┏━━
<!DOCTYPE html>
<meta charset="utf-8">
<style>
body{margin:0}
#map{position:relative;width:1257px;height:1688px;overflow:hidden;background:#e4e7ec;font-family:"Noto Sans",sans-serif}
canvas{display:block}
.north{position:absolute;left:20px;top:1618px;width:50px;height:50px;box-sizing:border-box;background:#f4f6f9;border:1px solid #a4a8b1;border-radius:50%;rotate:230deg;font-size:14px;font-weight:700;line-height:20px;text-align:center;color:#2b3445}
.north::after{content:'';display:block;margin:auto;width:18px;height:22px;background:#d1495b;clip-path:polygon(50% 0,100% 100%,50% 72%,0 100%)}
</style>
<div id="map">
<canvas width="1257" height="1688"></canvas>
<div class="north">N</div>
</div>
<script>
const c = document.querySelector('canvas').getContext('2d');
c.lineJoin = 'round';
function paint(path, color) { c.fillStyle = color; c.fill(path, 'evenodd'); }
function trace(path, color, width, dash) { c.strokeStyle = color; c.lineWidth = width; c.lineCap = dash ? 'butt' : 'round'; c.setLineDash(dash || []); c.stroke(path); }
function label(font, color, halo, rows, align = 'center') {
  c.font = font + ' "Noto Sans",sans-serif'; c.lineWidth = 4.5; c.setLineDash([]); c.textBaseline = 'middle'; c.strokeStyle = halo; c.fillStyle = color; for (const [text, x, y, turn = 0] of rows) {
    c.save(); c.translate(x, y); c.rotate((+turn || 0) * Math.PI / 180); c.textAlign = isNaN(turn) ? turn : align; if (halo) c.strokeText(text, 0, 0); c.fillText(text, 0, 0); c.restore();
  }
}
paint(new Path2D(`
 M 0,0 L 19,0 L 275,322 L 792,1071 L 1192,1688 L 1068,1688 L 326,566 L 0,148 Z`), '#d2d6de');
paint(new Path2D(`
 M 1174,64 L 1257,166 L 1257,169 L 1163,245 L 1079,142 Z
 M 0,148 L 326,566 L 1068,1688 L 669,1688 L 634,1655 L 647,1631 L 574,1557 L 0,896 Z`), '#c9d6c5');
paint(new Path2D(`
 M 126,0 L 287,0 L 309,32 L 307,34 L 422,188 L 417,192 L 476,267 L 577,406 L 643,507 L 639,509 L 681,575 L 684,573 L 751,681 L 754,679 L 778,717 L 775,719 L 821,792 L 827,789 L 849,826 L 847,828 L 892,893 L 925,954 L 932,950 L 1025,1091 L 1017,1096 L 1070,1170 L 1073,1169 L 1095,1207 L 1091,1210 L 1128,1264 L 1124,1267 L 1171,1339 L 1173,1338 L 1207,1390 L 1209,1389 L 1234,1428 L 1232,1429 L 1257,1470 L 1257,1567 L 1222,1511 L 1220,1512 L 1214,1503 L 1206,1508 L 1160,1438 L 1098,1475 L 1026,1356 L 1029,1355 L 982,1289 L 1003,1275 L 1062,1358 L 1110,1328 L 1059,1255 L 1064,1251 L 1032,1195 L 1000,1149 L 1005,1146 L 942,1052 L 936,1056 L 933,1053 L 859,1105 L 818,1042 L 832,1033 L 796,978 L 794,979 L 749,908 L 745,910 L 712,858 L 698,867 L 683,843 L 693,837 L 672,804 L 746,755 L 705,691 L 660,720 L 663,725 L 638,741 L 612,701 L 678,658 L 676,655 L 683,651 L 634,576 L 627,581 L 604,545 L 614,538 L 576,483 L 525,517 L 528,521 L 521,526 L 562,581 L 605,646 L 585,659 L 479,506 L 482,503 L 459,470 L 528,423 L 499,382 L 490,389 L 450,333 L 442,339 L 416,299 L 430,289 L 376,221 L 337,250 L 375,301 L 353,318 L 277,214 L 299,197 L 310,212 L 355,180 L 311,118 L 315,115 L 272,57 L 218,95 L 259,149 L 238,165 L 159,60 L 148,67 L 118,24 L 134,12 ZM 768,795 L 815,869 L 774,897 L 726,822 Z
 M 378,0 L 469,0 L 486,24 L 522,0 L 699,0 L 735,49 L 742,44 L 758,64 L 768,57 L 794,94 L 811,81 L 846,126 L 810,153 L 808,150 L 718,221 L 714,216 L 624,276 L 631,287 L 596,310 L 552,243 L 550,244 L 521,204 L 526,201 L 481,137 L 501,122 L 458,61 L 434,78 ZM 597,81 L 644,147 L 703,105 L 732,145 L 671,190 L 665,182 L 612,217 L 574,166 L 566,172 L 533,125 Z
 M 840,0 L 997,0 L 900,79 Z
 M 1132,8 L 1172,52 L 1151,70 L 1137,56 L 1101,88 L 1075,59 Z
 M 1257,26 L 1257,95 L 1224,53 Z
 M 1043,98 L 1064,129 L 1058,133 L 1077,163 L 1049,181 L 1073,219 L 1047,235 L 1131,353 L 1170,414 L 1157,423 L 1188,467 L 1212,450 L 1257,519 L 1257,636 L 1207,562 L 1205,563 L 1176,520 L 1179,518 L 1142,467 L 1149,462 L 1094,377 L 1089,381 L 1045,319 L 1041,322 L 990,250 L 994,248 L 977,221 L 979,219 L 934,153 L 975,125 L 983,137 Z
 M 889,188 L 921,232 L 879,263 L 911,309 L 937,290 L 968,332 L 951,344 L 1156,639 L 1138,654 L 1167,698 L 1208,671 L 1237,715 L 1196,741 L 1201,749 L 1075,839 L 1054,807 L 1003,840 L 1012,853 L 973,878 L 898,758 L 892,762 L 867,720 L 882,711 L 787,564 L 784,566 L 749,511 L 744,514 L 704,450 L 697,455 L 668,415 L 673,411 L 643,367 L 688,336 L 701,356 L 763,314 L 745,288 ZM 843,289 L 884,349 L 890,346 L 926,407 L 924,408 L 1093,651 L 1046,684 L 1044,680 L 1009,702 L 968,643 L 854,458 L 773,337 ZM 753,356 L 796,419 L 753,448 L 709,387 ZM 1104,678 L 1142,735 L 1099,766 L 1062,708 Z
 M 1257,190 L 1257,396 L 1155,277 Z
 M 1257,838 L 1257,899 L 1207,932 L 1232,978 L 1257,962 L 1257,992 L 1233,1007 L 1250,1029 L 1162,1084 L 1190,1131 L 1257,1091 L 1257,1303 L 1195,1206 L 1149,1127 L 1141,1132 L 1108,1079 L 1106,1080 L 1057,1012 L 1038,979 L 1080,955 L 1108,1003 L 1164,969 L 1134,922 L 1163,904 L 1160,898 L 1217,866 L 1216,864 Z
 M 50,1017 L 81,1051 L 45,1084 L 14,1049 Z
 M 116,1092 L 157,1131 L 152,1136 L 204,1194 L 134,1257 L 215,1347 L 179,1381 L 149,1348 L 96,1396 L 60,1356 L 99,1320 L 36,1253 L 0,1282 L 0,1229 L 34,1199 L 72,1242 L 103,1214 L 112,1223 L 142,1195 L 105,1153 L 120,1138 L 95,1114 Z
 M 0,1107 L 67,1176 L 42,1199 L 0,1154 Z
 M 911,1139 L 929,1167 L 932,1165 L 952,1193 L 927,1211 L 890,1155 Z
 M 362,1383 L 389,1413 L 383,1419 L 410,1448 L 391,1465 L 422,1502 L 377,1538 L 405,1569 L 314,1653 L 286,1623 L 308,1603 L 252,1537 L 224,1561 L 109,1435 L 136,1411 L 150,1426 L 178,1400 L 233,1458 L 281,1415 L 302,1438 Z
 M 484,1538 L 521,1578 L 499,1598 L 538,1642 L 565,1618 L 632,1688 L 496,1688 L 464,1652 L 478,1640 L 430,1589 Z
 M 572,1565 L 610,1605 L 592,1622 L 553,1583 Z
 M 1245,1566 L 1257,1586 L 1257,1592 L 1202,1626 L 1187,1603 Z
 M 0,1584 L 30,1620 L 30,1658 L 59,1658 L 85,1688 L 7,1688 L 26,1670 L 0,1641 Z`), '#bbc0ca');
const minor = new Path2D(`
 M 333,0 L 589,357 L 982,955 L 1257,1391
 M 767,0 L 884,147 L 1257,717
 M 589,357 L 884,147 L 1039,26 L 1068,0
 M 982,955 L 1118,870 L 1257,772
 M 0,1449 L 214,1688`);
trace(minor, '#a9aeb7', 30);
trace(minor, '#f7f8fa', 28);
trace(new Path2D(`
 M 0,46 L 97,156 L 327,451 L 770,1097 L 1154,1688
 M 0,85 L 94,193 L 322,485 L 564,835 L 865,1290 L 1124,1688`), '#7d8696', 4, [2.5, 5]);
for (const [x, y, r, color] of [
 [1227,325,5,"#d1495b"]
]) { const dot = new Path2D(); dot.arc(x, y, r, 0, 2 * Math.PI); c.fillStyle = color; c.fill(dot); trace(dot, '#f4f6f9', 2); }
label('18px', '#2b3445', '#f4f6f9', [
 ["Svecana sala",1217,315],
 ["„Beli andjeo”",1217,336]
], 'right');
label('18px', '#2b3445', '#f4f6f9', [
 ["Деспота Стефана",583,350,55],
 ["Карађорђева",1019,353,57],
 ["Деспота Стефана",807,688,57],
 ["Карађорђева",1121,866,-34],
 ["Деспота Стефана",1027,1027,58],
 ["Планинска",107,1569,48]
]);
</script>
┗━━
┏━━
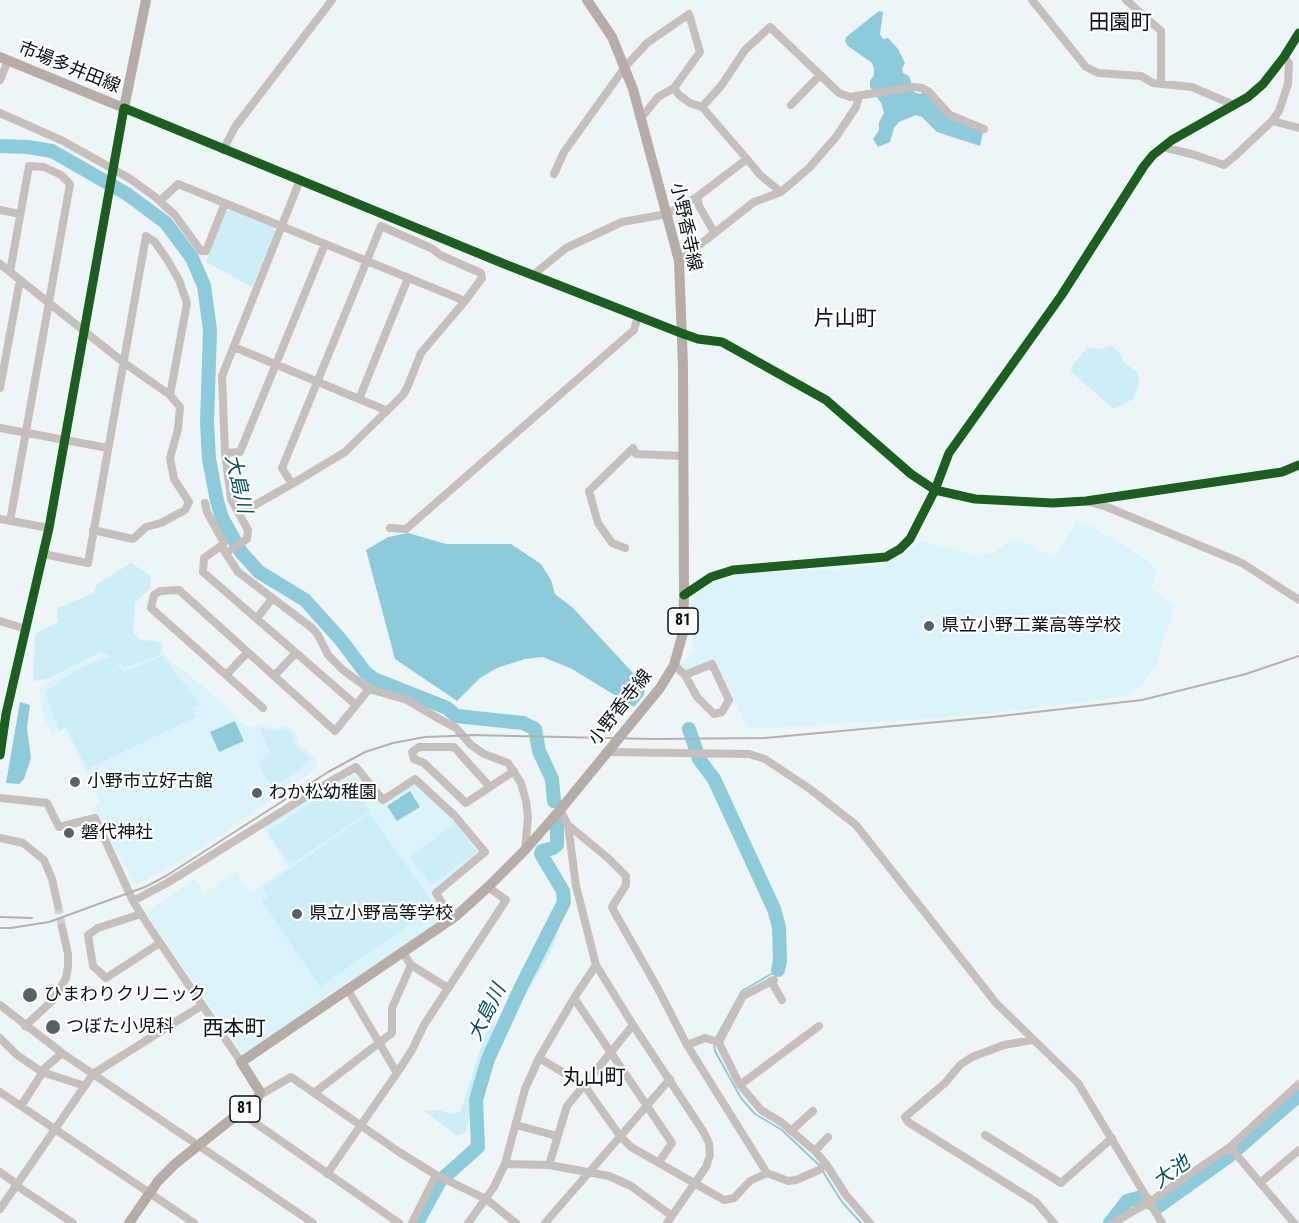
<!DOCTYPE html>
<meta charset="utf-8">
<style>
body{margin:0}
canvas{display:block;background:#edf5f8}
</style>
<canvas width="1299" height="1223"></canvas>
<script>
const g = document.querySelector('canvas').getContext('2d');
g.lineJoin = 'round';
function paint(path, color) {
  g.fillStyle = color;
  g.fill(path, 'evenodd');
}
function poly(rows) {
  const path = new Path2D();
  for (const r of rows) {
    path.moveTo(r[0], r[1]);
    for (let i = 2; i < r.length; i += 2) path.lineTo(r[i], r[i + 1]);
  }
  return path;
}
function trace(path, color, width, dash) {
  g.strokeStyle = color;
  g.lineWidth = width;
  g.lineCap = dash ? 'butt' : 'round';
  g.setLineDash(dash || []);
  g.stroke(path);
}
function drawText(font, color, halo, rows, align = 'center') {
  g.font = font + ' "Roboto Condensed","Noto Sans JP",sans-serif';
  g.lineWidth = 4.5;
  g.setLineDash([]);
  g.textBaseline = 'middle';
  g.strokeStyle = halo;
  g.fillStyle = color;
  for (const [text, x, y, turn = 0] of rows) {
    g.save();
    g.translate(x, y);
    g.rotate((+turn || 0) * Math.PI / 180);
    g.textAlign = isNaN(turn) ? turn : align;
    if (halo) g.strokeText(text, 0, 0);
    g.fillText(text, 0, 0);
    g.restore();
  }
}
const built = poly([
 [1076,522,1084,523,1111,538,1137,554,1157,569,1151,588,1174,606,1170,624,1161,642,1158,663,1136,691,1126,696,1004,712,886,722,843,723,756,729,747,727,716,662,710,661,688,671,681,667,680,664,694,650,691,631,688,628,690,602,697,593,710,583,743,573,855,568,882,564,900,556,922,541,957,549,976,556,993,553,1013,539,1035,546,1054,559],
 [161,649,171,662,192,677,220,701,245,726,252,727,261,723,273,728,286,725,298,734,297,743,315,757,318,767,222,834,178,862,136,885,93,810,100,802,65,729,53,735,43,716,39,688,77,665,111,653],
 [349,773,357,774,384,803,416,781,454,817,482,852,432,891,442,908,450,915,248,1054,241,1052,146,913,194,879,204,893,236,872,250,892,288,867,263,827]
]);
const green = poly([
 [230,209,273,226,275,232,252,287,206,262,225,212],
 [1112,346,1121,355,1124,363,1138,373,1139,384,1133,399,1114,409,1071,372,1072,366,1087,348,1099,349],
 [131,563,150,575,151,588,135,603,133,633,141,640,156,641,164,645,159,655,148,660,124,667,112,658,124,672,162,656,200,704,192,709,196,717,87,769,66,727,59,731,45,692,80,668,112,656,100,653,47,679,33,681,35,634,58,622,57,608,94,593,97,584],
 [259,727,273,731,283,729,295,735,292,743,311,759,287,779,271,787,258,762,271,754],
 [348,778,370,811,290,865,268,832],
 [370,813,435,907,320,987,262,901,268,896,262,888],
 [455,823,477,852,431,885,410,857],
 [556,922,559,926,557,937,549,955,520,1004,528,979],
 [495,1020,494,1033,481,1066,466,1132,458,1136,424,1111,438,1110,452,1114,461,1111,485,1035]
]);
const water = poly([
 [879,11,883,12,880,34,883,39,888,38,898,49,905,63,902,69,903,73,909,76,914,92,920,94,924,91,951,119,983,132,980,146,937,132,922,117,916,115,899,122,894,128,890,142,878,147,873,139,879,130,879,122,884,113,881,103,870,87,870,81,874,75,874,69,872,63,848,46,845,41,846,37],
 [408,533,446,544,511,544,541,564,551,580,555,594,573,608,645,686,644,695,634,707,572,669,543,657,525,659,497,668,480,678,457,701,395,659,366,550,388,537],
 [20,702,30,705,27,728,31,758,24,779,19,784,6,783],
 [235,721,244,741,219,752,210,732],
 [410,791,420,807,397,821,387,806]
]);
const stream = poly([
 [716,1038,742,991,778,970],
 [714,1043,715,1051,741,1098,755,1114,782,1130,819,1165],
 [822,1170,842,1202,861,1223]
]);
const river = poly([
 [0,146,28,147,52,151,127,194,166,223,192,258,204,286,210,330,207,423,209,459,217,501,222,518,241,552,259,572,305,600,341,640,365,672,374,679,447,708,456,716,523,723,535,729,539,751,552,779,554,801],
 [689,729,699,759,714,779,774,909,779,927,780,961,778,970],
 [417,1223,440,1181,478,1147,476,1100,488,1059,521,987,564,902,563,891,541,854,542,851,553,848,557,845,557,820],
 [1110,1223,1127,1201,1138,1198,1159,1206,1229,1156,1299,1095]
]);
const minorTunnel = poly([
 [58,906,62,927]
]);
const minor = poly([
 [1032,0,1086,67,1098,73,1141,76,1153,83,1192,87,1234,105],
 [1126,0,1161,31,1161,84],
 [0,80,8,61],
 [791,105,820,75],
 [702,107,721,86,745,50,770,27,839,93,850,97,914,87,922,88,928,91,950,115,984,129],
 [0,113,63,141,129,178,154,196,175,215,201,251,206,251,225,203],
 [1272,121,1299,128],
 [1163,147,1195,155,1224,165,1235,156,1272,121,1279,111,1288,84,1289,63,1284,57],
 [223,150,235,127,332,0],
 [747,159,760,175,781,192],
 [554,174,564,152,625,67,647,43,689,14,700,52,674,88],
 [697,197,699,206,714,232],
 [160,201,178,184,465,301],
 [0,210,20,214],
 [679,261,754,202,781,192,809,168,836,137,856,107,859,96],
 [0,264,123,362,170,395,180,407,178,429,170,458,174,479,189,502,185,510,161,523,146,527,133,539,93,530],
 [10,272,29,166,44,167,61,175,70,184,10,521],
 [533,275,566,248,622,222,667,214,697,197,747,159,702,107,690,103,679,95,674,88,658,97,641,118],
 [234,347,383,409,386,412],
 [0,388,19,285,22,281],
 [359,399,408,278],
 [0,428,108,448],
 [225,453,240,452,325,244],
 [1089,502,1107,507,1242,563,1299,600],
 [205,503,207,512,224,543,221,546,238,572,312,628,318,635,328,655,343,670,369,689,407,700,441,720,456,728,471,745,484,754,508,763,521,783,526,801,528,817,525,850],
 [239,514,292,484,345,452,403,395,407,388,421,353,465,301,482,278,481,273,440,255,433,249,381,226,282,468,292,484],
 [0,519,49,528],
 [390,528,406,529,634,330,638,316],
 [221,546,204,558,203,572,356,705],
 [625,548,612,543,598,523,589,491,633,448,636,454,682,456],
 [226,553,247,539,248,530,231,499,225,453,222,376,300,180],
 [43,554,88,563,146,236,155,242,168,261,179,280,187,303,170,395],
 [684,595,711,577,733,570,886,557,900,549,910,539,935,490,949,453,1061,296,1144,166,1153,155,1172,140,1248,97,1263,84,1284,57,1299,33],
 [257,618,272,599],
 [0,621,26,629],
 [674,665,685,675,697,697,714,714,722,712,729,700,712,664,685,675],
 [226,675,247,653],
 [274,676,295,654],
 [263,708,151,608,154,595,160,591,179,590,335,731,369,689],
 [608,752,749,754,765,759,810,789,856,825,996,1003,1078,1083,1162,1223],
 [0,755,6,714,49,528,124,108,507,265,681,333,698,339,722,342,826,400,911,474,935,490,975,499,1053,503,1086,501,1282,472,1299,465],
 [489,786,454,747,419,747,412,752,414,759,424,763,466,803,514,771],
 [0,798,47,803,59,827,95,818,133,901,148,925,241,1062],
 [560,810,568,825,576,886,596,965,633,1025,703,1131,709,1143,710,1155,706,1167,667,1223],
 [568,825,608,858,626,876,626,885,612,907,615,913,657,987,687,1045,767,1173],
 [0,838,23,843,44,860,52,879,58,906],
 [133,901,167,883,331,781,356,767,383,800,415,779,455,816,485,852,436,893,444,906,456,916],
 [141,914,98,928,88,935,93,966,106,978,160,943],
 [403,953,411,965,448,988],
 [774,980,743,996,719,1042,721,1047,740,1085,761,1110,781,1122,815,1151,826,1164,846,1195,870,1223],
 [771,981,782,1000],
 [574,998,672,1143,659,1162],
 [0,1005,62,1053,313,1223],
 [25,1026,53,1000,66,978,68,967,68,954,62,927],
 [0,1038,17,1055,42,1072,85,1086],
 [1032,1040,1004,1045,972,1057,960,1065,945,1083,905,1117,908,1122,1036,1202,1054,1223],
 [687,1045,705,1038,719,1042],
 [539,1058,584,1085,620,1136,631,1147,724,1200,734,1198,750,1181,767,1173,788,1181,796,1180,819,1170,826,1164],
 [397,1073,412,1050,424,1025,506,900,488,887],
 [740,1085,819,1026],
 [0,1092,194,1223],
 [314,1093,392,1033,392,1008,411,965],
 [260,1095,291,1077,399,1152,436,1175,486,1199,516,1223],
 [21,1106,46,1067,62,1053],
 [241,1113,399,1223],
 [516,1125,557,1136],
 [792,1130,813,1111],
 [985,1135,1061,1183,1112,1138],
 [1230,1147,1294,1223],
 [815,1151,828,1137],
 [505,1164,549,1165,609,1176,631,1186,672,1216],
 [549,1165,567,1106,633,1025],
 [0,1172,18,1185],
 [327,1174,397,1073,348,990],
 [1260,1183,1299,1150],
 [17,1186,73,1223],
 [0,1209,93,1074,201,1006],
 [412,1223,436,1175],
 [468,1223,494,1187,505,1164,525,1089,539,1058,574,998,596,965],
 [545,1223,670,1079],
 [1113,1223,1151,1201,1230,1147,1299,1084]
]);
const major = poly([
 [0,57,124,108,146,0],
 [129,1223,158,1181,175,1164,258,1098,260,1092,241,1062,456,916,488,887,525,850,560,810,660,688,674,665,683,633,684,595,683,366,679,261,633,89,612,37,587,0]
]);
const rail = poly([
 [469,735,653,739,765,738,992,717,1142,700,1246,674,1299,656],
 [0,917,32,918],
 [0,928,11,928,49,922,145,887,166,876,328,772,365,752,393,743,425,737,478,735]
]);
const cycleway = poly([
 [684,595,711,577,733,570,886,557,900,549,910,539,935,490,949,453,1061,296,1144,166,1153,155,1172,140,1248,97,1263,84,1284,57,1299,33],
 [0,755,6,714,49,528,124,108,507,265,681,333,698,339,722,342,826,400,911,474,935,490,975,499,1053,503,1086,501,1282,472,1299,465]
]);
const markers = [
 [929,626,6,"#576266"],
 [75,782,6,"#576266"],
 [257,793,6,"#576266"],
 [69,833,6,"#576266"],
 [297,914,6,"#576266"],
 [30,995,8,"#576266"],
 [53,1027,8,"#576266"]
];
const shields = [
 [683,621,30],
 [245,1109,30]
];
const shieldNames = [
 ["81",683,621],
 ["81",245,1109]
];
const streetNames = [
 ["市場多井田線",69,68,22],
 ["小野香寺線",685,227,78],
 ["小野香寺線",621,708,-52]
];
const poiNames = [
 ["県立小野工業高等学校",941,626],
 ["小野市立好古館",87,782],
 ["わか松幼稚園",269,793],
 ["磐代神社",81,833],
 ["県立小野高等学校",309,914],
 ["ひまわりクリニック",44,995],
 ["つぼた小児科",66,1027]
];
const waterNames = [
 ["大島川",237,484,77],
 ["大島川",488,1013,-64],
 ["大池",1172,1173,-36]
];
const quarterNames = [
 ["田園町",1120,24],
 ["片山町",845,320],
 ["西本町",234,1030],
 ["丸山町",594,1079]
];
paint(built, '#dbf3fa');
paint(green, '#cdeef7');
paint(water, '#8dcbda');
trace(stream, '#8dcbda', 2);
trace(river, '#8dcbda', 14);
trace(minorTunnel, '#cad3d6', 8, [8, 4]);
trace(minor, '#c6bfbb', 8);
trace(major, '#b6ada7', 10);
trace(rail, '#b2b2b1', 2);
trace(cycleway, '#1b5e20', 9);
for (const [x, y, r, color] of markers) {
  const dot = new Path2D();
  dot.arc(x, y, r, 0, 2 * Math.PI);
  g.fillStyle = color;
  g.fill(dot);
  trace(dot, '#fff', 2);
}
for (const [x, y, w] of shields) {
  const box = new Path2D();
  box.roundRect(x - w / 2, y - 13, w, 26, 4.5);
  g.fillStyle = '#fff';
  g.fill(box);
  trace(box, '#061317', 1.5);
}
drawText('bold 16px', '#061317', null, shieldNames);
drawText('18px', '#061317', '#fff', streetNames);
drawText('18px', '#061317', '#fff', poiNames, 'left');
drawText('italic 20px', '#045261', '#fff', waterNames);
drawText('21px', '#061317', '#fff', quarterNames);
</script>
┗━━
## WORK REQUEST:
Copy each line of the listing above that contains the word "lineCap".

## SOLUTION TO THE PROBLEM:
function trace(path, color, width, dash) { c.strokeStyle = color; c.lineWidth = width; c.lineCap = dash ? 'butt' : 'round'; c.setLineDash(dash || []); c.stroke(path); }
  g.lineCap = dash ? 'butt' : 'round';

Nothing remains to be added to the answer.